Selon Anne-France Brunet, la bioéthique regroupe la réflexion et les décisions nécessaires pour encadrer les progrès techniques et technologiques dans le domaine de la santé. Par exemple, nous sommes aujourd’hui en capacité d’examiner une grande partie du génome d’un individu pour connaître tous ses gènes un par un, mais doit-on le faire ? Si oui, comment ? Quelles sont les dérives possibles ? Comment les prévenir ? Toutes ces questions et leurs réponses relèvent de la bioéthique.

Au final, cette loi ne changera pas notre société mais adaptera nos normes à la réalité que vivent les Français tous les jours de la même manière que le mariage pour tous en 2013 n’a pas autorisé les homosexuels à s’aimer et à être en couple ! La loi a défini un cadre légal pour leur permettre d’avoir une vie de famille, comme n’importe quel autre couple marié, en faisant évoluer leurs droits. La société évolue et en tant que législateurs, nous devons adapter nos lois en conséquence.

Il est grand temps que nous encadrions l’Assistance médicale à la procréation (AMP) pour permettre aux femmes seules et aux couples de femmes de réaliser leurs projets parentaux. Il s’agit de l’un des sujets qui, avec la filiation, a indiscutablement pris le plus de place dans l’opinion et les débats publics.

Ce texte est très technique. La rédaction des mesures ainsi que les débats sont difficiles et il y a souvent une part de méconnaissance voire de fausses informations dans ce que nous entendons. Dans la rue, en famille ou à l’Assemblée.

Nous avons souhaité autoriser les femmes seules et les femmes en couple avec une autre femme à réaliser leur projet parental via l’AMP afin de sécuriser les pratiques, réduire les risques sur la santé et encadrer la filiation des enfants. Nous voulons également qu’un enfant né d’un don puisse accéder à certaines données du donneur (et de la donneuse) et s’il le souhaite, à son identité. L’anonymat est toujours le postulat de base, mais celui-ci pourra être levé sur demande de l’enfant. Dans tous les cas, cela n’a pas d’impact sur la filiation et la responsabilité en tant que parent : il n’y en a aucune.

"Je suis fière que le Gouvernement porte cette réforme alors qu’il savait que les débats allaient être agités. Avec cette loi nous portons de grandes avancées pour les droits des femmes, notamment avec les articles 1 et 2.

Je regrette très sincèrement que nos propositions de permettre la transcription des actes d’état civil des enfants qui sont déjà nés d’une GPA légale à l’étranger n’aient pas été adoptées. Si cela n’a pas de conséquence sur la filiation, cela en a sur la vie de tous les jours. Ces enfants subissent une discrimination importante dans leurs démarches administratives et l’aléa juridique auquel ils sont confrontés dans leurs démarches quotidiennes est insupportable.

Aussi, et après d’intenses et riches débats, une majorité de parlementaires n’a pas souhaité autoriser le dépistage des anomalies chromosomiques lors d’une procédure d’AMP ou de diagnostic préimplantatoire. Une mesure qui aurait pu réduire les taux de fausses couches ou d’interruptions médicales de grossesse. Nous autorisons donc le dépistage des anomalies chromosomiques pendant la grossesse, mais refusons de le faire avant d’implanter un ou plusieurs embryons. Comment l’accepter ?

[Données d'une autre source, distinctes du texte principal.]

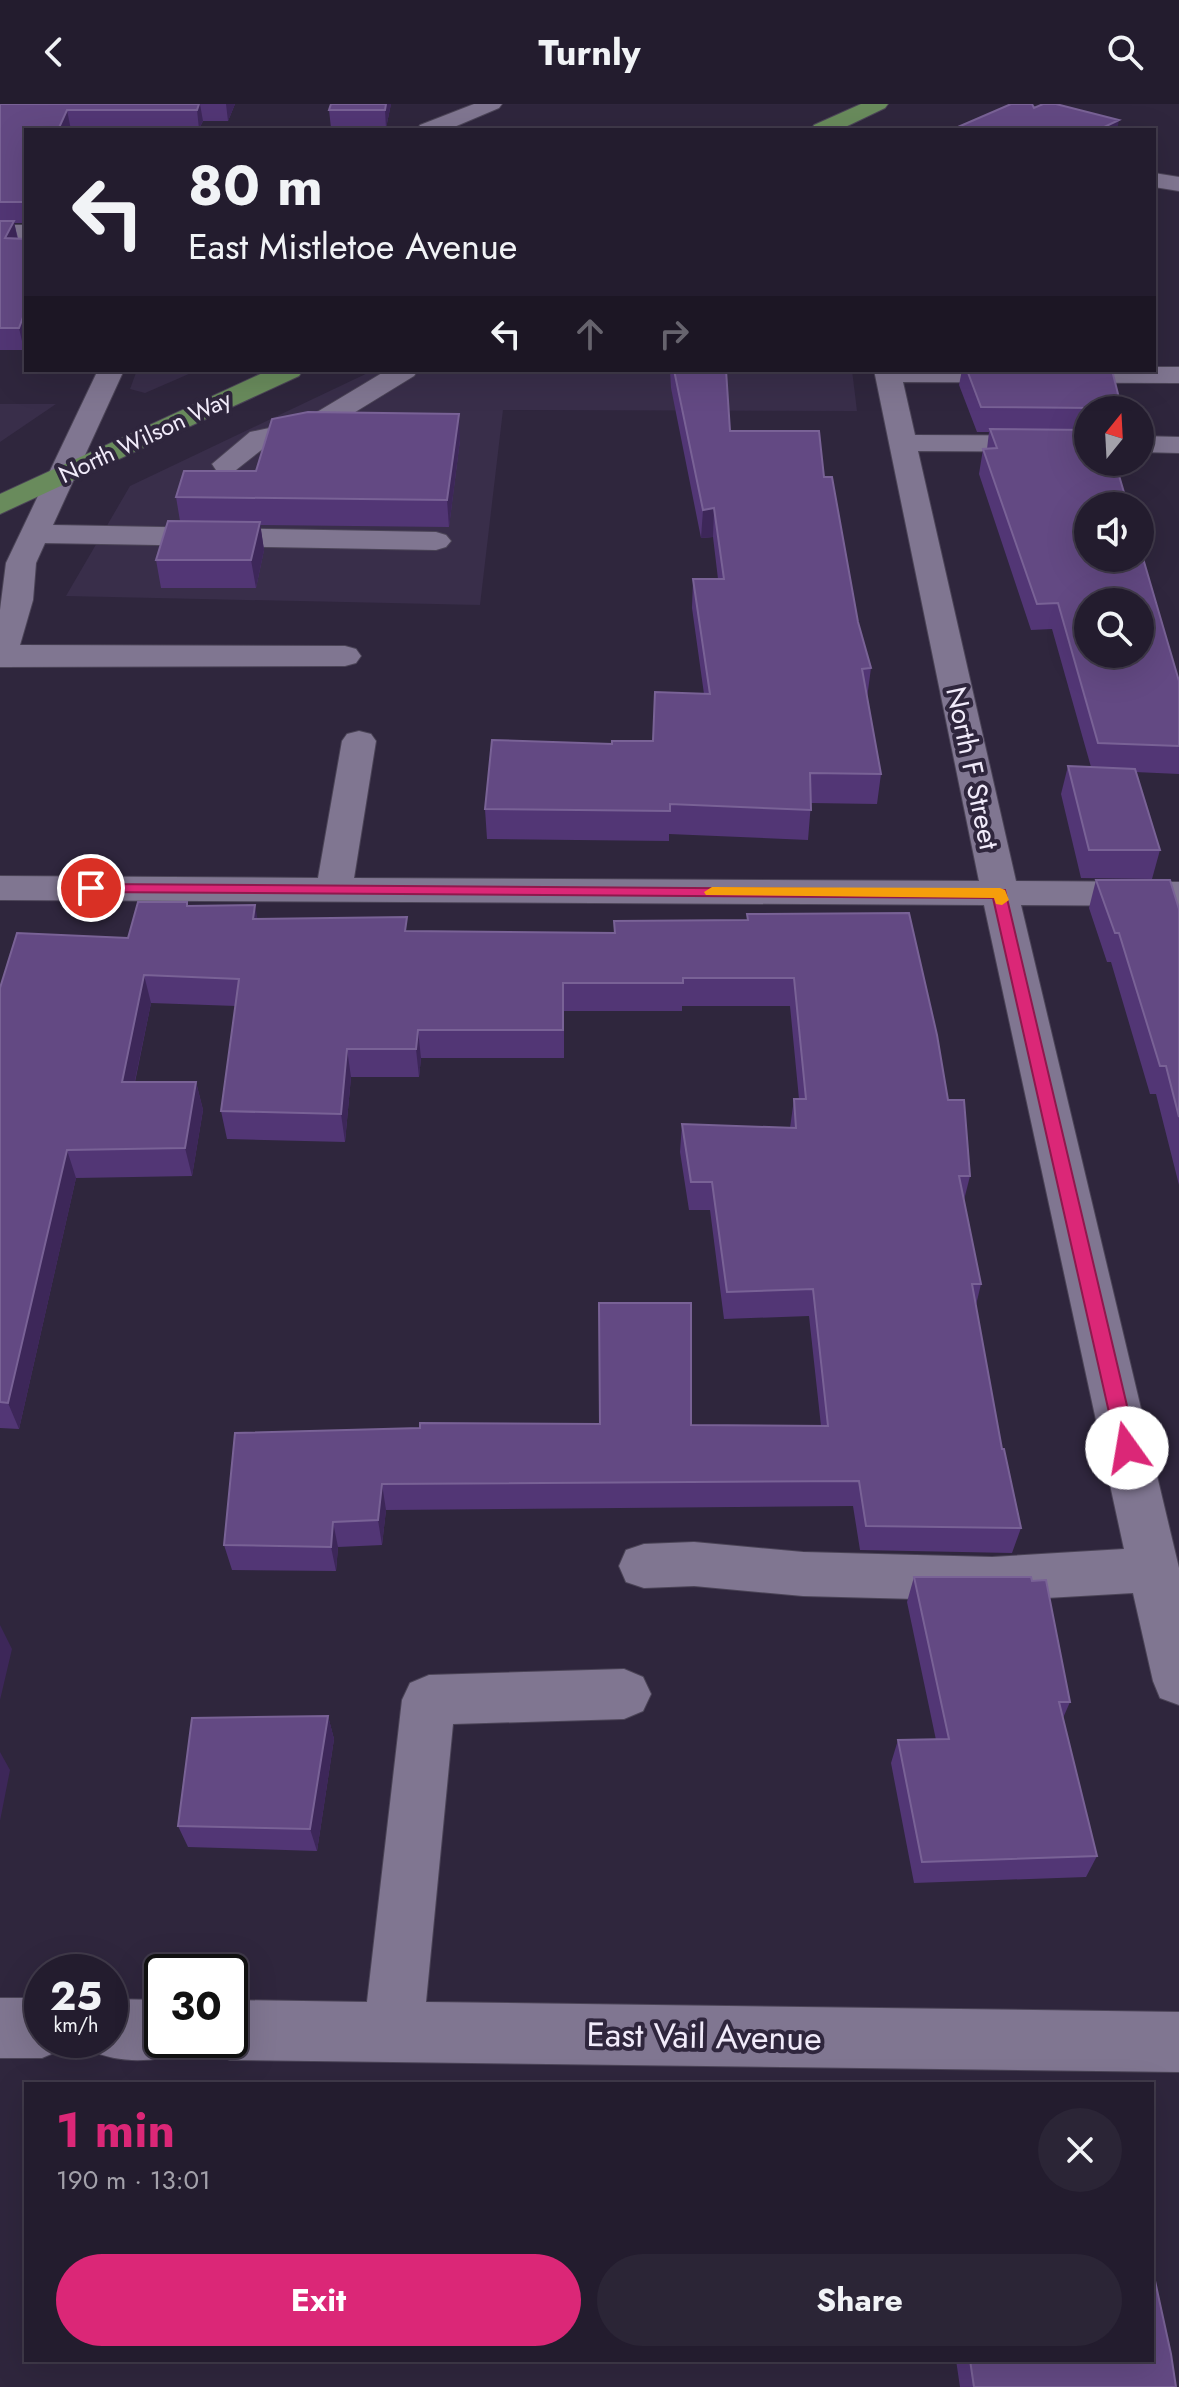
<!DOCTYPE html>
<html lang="en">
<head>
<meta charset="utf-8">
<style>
	:root { --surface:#231c2e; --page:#2b2536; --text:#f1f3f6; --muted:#a3a1aa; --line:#403a4a; --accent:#db2777 }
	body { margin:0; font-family:Jost,sans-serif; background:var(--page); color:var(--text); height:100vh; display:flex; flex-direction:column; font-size:30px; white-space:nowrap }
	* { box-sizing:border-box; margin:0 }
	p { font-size:26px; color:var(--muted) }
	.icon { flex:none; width:44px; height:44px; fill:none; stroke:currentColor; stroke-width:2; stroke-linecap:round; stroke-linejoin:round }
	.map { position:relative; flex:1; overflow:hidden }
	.drawer { position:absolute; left:24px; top:1978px; width:1130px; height:280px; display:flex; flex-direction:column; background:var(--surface); border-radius:0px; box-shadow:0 8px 32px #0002,0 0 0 2px var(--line) }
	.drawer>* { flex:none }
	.guide { position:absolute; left:24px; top:24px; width:1132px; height:244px; border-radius:0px; box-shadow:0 8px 32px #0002,0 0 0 2px var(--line); background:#231c2e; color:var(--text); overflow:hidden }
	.needle { width:52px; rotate:18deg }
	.buttons { position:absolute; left:1074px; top:292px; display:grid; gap:16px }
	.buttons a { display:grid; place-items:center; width:80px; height:80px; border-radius:50%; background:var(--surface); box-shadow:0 8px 32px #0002,0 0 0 2px var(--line); font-size:40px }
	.speed { position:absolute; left:24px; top:1850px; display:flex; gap:16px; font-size:40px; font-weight:700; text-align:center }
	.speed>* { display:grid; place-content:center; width:104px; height:104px; border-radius:50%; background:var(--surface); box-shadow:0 8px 32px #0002,0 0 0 2px var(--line); line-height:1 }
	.speed small { font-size:20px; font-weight:400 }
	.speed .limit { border:4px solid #111; border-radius:12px; background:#fff; color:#111 }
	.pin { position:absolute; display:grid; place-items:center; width:68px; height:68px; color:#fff; margin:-34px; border:4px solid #fff; border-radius:50%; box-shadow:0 2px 8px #0007 }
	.me { position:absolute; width:88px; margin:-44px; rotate:347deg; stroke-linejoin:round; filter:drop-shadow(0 0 6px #0008) }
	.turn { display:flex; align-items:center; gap:28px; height:168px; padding:0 32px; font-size:36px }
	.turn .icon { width:104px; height:104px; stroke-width:2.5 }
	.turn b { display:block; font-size:56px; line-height:68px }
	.lanes { display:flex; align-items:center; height:76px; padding:0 32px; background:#0003; justify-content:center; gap:40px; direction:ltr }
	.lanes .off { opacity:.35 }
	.round { display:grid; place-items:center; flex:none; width:84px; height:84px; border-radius:42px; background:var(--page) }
	.summary { display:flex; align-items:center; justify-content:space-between; height:136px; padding:0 32px }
	h1 { font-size:48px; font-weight:700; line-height:60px; color:var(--accent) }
	.cta { display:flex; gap:16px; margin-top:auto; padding:16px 32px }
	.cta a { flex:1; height:92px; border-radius:48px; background:var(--accent); color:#fff; font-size:32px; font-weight:700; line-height:92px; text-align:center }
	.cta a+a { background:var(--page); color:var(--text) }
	header { display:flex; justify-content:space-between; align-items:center; height:104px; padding:0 32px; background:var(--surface); font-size:36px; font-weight:700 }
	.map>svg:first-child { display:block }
	.built { fill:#392e4a }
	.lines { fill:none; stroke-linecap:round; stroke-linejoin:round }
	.minor-casing { stroke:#4b4457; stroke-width:2 }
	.major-casing { stroke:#4b4457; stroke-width:2 }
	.minor { fill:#807691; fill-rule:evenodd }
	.major { fill:#698b5c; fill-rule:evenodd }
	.wall { fill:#523675 }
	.shaded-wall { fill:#3d2759 }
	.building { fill:#634983; stroke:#796296; stroke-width:2; fill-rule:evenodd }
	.route { fill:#db2777; stroke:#8e194d; stroke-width:2 }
	.slow { fill:#f59e0b }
	.labels { text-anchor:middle; stroke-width:8; stroke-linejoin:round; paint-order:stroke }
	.far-street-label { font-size:24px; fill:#f1ebfa; stroke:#2f263d }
	.street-label { font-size:28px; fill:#f1ebfa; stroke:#2f263d }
	.near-street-label { font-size:34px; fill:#f1ebfa; stroke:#2f263d }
</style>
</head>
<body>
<header><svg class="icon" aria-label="back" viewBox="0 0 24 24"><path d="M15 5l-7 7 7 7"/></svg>Turnly<svg class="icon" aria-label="search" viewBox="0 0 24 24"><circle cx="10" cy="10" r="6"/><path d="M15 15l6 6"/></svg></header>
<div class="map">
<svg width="1179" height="2283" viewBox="0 0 1179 2283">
	<rect width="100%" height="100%" fill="#2f263d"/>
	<!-- built -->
	<path class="built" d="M 137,266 L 198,266 L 145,289 L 130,285 Z
		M 374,266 L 852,266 L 857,307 L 503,306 L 480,501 L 66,492 L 130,382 Z
		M 0,300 L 56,300 L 0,338 Z"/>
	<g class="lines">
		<!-- minor casing -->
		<g class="minor-casing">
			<path id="minor" d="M 474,0 L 502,0 L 499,4 L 447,26 L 417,26 L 420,21 Z
				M 1154,69 L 1179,73 L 1179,87 L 1154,83 Z
				M 0,121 L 26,121 L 26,135 L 0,135 Z
				M 1154,263 L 1179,263 L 1179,279 L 903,278 L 915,331 L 1088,332 L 1088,348 L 918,347 L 1016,777 L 1179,778 L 1179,802 L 1021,801 L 1179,1464 L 1179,1601 L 1160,1594 L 1153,1577 L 1133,1489 L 992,1497 L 803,1492 L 694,1482 L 644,1484 L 626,1478 L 619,1462 L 626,1446 L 644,1440 L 694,1438 L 803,1448 L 992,1453 L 1124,1445 L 984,801 L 0,796 L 0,772 L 318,774 L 342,637 L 347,630 L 359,627 L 371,630 L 376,637 L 354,774 L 979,777 L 874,266 L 1154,266 Z
				M 98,266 L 124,266 L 53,421 L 436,428 L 446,431 L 451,437 L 446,443 L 436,446 L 45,439 L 36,459 L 33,496 L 20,541 L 345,542 L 356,545 L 361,552 L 356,559 L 345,562 L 0,563 L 0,506 L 6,459 Z
				M 387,266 L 418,266 L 414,272 L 321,329 L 269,340 L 236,366 L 226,368 L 216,366 L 212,360 L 250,328 L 302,317 Z
				M 1140,332 L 1179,333 L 1179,349 L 1140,348 Z
				M 624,1565 L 643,1573 L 651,1590 L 643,1607 L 624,1615 L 453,1620 L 426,1898 L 1179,1908 L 1179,1968 L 230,1956 L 209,1947 L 204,1936 L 230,1936 L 230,1896 L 367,1898 L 402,1596 L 410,1579 L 429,1571 Z
				M 0,1894 L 42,1894 L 42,1936 L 67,1936 L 63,1945 L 42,1954 L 0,1954 Z
				M 110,1895 L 162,1896 L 162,1936 L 188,1936 L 183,1947 C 153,1960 119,1959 89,1946 L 85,1936 L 110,1936 Z"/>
		</g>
		<!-- major casing -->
		<g class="major-casing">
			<path id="major" d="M 861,0 L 888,0 L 885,4 L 839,26 L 811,26 L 814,21 Z
				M 269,266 L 303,266 L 299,272 L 0,410 L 0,390 Z"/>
		</g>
		<!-- minor -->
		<use href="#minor" class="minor"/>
		<!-- major -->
		<use href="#major" class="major"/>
	</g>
	<!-- wall -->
	<path class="wall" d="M 0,0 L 235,0 L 228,17 L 203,17 L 199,25 L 26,26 L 26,119 L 14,119 L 18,134 L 24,246 L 0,246 Z
		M 391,0 L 386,24 L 331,24 L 329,6 Z
		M 670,266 L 726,266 L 730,327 L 824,373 L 858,518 L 871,564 L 867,594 L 881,670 L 877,700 L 811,699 L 808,736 L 669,730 L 669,737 L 487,735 L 485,705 L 612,640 L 653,637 L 704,590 L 692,504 L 693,475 L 718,475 L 713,433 L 701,434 L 671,284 Z
		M 962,266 L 1112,266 L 1122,306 L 1088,306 L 1088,358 L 1179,577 L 1179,670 L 1135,668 L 1160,746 L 1152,775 L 1081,774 L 1061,690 L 1068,662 L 1091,663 L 1052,525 L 1031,526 L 979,370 L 983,345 L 987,345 L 989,328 L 977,328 L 959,281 Z
		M 460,336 L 449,423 L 260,421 L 264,446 L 256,484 L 161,484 L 156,456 L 180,417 L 176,393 L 256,367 Z
		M 1096,776 L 1179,805 L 1179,1081 L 1156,990 L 1150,990 L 1111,858 L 1107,858 L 1089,804 Z
		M 188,802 L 258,815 L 408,827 L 614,829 L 614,817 L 747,816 L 747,810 L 948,996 L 970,1072 L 964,1096 L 981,1180 L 976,1201 L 1002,1345 L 1021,1424 L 1012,1449 L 860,1446 L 853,1402 L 386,1406 L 382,1441 L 338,1443 L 336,1467 L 232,1466 L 224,1441 L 235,1329 L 691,1321 L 821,1322 L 809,1212 L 724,1215 L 710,1106 L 689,1106 L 680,1048 L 682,1020 L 790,1024 L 794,995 L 799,995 L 790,902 L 682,902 L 682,907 L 564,907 L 564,954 L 421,954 L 419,973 L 351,973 L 345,1038 L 227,1035 L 221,1007 L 236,902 L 151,899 L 135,978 L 196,978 L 203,1006 L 192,1072 L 76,1074 L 19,1325 L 0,1324 L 0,884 L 128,834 Z
		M 914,1473 L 1070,1598 L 1063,1614 L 1097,1752 L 1086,1773 L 914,1779 L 891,1659 L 898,1636 L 936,1636 L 907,1498 Z
		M 328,1612 L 334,1635 L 317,1747 L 188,1743 L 178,1722 Z
		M 956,2256 L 1152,2256 L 1176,2283 L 960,2283 Z"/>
	<!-- shaded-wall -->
	<path class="shaded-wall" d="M 199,0 L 200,0 L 203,17 L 199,25 L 197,6 Z
		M 226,0 L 235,0 L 228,17 Z
		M 386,0 L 391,0 L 386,24 L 385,6 Z
		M 67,6 L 71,26 L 58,26 Z
		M 1119,16 L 1117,26 L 1098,26 Z
		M 26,92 L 26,112 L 23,98 Z
		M 14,117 L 18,138 L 5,134 Z
		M 26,205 L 26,241 L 24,246 L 19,224 Z
		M 459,310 L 460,336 L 449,423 L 447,396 Z
		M 714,404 L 713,433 L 701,434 L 703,406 Z
		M 260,418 L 264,446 L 256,484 L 251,456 Z
		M 255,801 L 260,829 L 253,815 Z
		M 144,871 L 151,899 L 129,1005 L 122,978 Z
		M 418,926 L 421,954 L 419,973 L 416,945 Z
		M 347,945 L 351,973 L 345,1038 L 341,1010 Z
		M 196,978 L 203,1006 L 192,1072 L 185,1044 Z
		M 67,1046 L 76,1074 L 19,1325 L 8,1299 Z
		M 382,1380 L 386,1406 L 382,1441 L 378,1416 Z
		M 333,1418 L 338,1443 L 336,1467 L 331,1443 Z
		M 0,1521 L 12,1545 L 0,1596 Z
		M 328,1612 L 334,1635 L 317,1747 L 310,1725 Z
		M 0,1648 L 10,1666 L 0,1717 Z"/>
	<!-- building -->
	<path class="building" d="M 0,0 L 199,0 L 197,6 L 67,6 L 58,26 L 26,26 L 26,92 L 23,98 L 0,98 Z
		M 331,0 L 386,0 L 385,6 L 329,6 Z
		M 1011,0 L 1032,0 L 1034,4 L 1043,0 L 1056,0 L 1119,16 L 1098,26 L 951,26 Z
		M 0,117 L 14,117 L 5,134 L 26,135 L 26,205 L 19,224 L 0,224 Z
		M 674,266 L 726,266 L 730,327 L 819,327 L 824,373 L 832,373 L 858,518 L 871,564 L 862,565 L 881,670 L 810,669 L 811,706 L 670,700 L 670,707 L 485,705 L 492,636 L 612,640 L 612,637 L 653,637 L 655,588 L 710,590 L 693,475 L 724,475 L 714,404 L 703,406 Z
		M 967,266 L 1112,266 L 1122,306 L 1096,306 L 1093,304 L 981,303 Z
		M 308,308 L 459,310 L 447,396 L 176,393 L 184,367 L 256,367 L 272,315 Z
		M 990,325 L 1088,326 L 1088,358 L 1115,358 L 1128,402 L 1088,402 L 1088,454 L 1140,454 L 1140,444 L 1179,577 L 1179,642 L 1098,639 L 1058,499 L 1037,500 L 983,345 L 997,344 ZM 1088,498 L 1140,498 L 1140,550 L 1088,550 Z
		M 168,417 L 260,418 L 251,456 L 156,456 Z
		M 1068,662 L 1135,665 L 1160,746 L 1089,746 Z
		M 1096,776 L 1170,776 L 1179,805 L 1179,1013 L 1166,962 L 1160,962 L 1119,829 L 1115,829 Z
		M 138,798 L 187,798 L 187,802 L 255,801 L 253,815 L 407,813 L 405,827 L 615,829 L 614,817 L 748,816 L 747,810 L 909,809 L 937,931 L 948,996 L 964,996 L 970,1072 L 959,1072 L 981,1180 L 972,1180 L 1002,1345 L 1004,1345 L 1021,1424 L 866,1422 L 859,1377 L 382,1380 L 378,1416 L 333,1418 L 331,1443 L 224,1441 L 235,1329 L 420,1324 L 420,1319 L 600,1320 L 599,1199 L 691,1199 L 691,1321 L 828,1322 L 813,1185 L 727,1188 L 712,1078 L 691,1078 L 682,1020 L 796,1024 L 794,995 L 806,995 L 794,874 L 683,874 L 683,879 L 563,879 L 563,926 L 418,926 L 416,945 L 347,945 L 341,1010 L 221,1007 L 239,875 L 144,871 L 122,978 L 196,978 L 185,1044 L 67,1046 L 8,1299 L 0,1298 L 0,884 L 17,829 L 128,834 Z
		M 914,1473 L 1031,1473 L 1032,1477 L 1046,1476 L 1070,1598 L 1059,1598 L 1097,1752 L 922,1758 L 898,1636 L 949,1635 Z
		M 328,1612 L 310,1725 L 178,1722 L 192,1614 Z
		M 1152,2163 L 1171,2250 L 1176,2283 L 974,2283 L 970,2256 L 1152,2256 Z"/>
	<!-- route -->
	<path class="route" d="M 91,780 L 1005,786 L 1137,1344 L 1134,1350 L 1127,1353 L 1120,1350 L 1117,1344 L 993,794 L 86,788 L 86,781 Z"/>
	<!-- slow -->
	<path class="slow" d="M 712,783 L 1000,784 L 1005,786 L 1009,796 L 1002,801 L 996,800 L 994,794 L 706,791 L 704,788 Z"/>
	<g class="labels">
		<!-- far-street labels -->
		<g class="far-street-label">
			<text transform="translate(145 333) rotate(-25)" y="8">North Wilson Way</text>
		</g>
		<!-- street labels -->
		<g class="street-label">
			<text transform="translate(973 664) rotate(78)" y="10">North F Street</text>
		</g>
		<!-- near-street labels -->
		<g class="near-street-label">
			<text transform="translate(704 1932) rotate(1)" y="12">East Vail Avenue</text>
		</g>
	</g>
</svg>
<div class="buttons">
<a><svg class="needle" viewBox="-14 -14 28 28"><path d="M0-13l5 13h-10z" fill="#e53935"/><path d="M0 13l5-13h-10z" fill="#a3a1aa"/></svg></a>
<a><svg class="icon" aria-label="sound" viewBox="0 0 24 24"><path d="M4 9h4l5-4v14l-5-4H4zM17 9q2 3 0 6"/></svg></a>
<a><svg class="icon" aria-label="search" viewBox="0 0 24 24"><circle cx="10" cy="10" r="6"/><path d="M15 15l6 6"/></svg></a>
</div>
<div class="speed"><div>25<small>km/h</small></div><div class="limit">30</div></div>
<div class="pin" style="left:91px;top:784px;background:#d93025"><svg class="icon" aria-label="arrive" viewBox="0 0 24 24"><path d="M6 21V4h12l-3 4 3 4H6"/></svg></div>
<svg class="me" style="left:1127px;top:1344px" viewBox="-20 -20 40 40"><circle r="19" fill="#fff"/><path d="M0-13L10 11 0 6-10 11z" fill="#db2777"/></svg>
<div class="guide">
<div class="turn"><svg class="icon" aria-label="left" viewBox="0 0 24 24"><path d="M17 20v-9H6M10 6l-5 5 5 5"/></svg><div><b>80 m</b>East Mistletoe Avenue</div></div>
<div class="lanes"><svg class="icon" aria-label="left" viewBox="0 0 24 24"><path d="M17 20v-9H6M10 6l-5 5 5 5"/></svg><svg class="icon off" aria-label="ahead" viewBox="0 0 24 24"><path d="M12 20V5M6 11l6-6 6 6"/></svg><svg class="icon off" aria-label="right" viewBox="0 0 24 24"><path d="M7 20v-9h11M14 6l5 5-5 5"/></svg></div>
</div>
<section class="drawer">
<div class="summary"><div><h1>1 min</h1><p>190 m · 13:01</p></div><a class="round"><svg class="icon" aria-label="close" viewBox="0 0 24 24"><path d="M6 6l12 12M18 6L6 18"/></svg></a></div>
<div class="cta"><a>Exit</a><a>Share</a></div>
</section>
</div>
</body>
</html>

J’ai travaillé sur ce projet de loi depuis le mois de juin. Comme à mon habitude j’ai souhaité entendre plusieurs acteurs. Mon équipe et moi-même avons participé à une réunion co-organisée avec le Groupe Thématique Santé de LaREM44 qui réunissait des professionnels de santé. Était présent le Docteur Miguel Jean, médecin et responsable de l’unité d’éthique au CHU de Nantes et de l’espace éthique régional. Son avis et son expérience dans l’AMP sont très précieux. J’ai également rencontré des associations de familles (homoparentales, uniparentales) ainsi que plusieurs juristes. J’ai proposé que des médecins experts que j’ai rencontrés ou avec qui j’ai été en contact soient auditionnés par la commission spéciale, ce qui a été le cas. Le Professeur Fréour, chef du service d’AMP du CHU de Nantes, qui avait déjà participé à une réunion avec LaREM 44 sous l’égide de Jean-Marc Chirol, a notamment brillé par son excellente analyse de la situation de l’AMP en France. Je tiens ici à le remercier pour son travail et son aide précieuse dans les travaux sur ce projet de loi. Mes propositions sont donc largement accompagnées par des professionnels de l’AMP.

Notre travail n’est pas encore terminé. Le projet de loi va maintenant être débattu au Sénat. Je suivrai de près son évolution et me tiens prête à retravailler dessus, dès son retour à l’Assemblée nationale."